The new class of drugs has become relatively popular, but the latest research finds that they could increase the risk of a serious diabetes-related complication.
Diabetic ketoacidosis is relatively uncommon but potentially life-threatening.
It occurs when acids called ketones build up in the body, increasing the acidity of the blood, or when the body does not produce enough insulin.
When insulin is absent, glucose cannot enter cells and provide them with the energy they need.
Therefore, the body falls back on its secondary fuel source: fat. Ketones are byproducts of burning fat.
Symptoms of diabetic ketoacidosis include increased thirst, abdominal pain, nausea and vomiting, and confusion. It can also cause swelling in the brain, and, if left unchecked, can be fatal.
Although diabetic ketoacidosis is more likely to occur in people with type 1 diabetes, it does occasionally appear in individuals with type 2 diabetes.
The new study, carried out by Dr. Michael Fralick and a team from Brigham and Women’s Hospital in Boston, set out to examine the interaction, if any, between SGLT2 inhibitors and diabetic ketoacidosis.
The team’s findings were published today in the New England Journal of Medicine.
Fralick decided to investigate this relationship after one of his patients with type 2 diabetes showed up at the emergency room with symptoms of diabetic ketoacidosis.
As Fralick explains, “My best research projects come from my patients. Their experiences drive the questions I investigate.”

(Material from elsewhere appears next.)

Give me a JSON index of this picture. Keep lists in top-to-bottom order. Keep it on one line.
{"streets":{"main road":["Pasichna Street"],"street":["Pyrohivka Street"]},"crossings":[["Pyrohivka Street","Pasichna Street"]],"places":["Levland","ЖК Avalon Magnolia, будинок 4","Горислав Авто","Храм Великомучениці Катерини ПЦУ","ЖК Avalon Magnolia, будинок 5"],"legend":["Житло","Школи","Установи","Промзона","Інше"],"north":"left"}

In April 2013, SGLT2 inhibitors came onto the market.
Clinical trial data showed that they were relatively safe for use by patients with type 2 diabetes.
However, in 2015, the Food and Drug Administration (FDA) issued a warning on this drug type following reports of increased rates of diabetic ketoacidosis.
The latest study used data from 40,000 patients and compared the outcomes of individuals taking SGLT2 inhibitors with patients taking a DPP4 inhibitor, which are diabetes drugs that help to maintain higher insulin levels by blocking a specific enzyme.
After 180 days, 26 patients taking the DPP4 inhibitor were diagnosed with diabetic ketoacidosis, compared with 55 individuals taking SGLT2 inhibitors, equating to more than double the risk.
However, it is important to note that diabetic ketoacidosis is still a rare consequence of diabetes, with or without SGLT2 inhibitor use.
The importance of these findings lies more in how doctors might approach treating patients with these types of symptoms.
Although the overall numbers of diabetic ketoacidosis cases are low, Fralick believes that the effect may be even larger than the study’s data show.
“This is a side effect that’s usually seen in patients with type 1 diabetes mellitus – not type 2 – so doctors are not ‘on the lookout’ for it,” Fralick explains. “That means that the risk of this side effect might actually be even higher than what we found due to misdiagnosis/under recording.”